The YEAR values uses the same numbering as TP->tm_year. Values
- need not be in the usual range. However, YEAR1 must not be less
- than 2 * INT_MIN or greater than 2 * INT_MAX.
+ need not be in the usual range. However, YEAR1 must not overflow
+ when multiplied by three times the number of seconds in a year, and
+ likewise for YDAY1 and three times the number of seconds in a day. */
- The result may overflow. It is the caller's responsibility to
- detect overflow. */
-
-static time_t
+static long_int
ydhms_diff (long_int year1, long_int yday1, int hour1, int min1, int sec1,
int year0, int yday0, int hour0, int min0, int sec0)
{
- verify (C99_integer_division, -1 / 2 == 0);
+ verify (-1 / 2 == 0);
/* Compute intervening leap days correctly even if year is negative.
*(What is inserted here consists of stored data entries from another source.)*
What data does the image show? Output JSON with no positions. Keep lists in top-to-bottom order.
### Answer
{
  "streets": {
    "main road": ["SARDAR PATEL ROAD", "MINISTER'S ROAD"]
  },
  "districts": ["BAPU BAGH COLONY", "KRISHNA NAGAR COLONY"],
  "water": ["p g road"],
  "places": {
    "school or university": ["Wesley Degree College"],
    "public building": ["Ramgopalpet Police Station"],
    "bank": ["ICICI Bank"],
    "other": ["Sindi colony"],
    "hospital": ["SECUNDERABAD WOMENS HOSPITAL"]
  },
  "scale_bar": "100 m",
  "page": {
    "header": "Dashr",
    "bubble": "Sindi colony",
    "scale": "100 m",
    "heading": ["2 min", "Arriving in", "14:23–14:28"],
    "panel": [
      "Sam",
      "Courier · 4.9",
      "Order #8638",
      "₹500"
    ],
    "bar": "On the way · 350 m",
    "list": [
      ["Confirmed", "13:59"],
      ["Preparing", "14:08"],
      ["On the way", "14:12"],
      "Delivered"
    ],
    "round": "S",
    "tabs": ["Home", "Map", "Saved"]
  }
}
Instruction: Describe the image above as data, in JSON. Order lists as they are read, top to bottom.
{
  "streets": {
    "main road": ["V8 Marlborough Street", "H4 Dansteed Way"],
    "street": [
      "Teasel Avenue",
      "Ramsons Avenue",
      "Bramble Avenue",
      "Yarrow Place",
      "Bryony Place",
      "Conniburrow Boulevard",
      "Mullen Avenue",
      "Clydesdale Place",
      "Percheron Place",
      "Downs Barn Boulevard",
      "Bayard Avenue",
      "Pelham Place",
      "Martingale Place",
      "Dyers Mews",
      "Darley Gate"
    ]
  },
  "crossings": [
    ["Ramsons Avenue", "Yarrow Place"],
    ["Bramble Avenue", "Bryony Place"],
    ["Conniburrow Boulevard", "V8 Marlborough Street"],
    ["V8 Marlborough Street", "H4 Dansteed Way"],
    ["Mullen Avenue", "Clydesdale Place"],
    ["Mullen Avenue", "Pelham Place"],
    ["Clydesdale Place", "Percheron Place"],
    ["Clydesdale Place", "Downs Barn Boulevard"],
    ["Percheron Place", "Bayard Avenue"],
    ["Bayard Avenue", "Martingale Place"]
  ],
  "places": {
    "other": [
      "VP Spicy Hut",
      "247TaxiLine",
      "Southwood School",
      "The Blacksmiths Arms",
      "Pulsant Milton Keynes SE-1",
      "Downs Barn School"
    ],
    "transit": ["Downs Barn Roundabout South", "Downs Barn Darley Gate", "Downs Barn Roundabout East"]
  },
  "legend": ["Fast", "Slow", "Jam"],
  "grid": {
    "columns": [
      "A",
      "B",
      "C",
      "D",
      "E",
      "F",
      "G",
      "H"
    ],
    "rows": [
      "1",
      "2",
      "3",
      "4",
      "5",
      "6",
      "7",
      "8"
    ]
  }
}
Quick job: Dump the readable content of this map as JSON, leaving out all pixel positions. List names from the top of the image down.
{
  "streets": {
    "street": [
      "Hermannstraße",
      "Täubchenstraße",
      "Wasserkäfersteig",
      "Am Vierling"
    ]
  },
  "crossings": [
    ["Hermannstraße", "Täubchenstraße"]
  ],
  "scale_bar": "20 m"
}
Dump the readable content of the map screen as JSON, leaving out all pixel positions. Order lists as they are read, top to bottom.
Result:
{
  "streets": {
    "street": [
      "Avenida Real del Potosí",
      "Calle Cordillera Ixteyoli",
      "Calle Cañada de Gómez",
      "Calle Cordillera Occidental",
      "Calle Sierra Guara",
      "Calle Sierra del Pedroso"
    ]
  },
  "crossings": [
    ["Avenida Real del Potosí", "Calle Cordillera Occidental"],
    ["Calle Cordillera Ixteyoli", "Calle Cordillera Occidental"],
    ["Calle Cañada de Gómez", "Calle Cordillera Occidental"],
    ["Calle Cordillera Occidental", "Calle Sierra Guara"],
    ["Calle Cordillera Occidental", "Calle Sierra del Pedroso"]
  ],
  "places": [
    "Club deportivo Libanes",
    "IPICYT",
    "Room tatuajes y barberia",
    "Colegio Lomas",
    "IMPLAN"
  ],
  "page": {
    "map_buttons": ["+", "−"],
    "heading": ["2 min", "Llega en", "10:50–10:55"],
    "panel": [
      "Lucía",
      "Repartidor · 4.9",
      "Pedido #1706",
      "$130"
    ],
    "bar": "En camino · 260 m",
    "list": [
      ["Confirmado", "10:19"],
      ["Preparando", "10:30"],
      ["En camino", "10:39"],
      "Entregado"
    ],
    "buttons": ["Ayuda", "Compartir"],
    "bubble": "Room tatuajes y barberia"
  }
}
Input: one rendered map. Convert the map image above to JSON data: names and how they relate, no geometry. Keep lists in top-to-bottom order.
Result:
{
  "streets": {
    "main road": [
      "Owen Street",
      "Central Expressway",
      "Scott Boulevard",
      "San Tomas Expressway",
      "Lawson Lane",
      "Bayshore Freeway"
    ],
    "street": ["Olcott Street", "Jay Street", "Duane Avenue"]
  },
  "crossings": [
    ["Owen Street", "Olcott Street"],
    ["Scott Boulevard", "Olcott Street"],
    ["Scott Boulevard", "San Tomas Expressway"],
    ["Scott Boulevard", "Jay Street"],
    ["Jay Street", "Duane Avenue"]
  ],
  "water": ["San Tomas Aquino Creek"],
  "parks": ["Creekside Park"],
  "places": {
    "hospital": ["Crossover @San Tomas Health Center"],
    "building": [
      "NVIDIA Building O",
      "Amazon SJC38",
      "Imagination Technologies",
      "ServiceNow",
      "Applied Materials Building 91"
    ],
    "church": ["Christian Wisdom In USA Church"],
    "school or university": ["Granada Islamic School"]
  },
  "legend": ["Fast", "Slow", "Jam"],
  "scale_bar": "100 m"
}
Take care to avoid integer overflow here. */
- int a4 = SHR (year1, 2) + SHR (TM_YEAR_BASE, 2) - ! (year1 & 3);
- int b4 = SHR (year0, 2) + SHR (TM_YEAR_BASE, 2) - ! (year0 & 3);
+ int a4 = shr (year1, 2) + shr (TM_YEAR_BASE, 2) - ! (year1 & 3);
+ int b4 = shr (year0, 2) + shr (TM_YEAR_BASE, 2) - ! (year0 & 3);
int a100 = a4 / 25 - (a4 % 25 < 0);
int b100 = b4 / 25 - (b4 % 25 < 0);
- int a400 = SHR (a100, 2);
- int b400 = SHR (b100, 2);
+ int a400 = shr (a100, 2);
+ int b400 = shr (b100, 2);
int intervening_leap_days = (a4 - b4) - (a100 - b100) + (a400 - b400);
- /* Compute the desired time in time_t precision. Overflow might
- occur here. */
- time_t tyear1 = year1;
- time_t years = tyear1 - year0;
- time_t days = 365 * years + yday1 - yday0 + intervening_leap_days;
- time_t hours = 24 * days + hour1 - hour0;
- time_t minutes = 60 * hours + min1 - min0;
- time_t seconds = 60 * minutes + sec1 - sec0;
+ /* Compute the desired time without overflowing. */
+ long_int years = year1 - year0;
+ long_int days = 365 * years + yday1 - yday0 + intervening_leap_days;
+ long_int hours = 24 * days + hour1 - hour0;
+ long_int minutes = 60 * hours + min1 - min0;
+ long_int seconds = 60 * minutes + sec1 - sec0;
return seconds;
}
-/* Return the average of A and B, even if A + B would overflow. */
-static time_t
-time_t_avg (time_t a, time_t b)
+/* Return the average of A and B, even if A + B would overflow.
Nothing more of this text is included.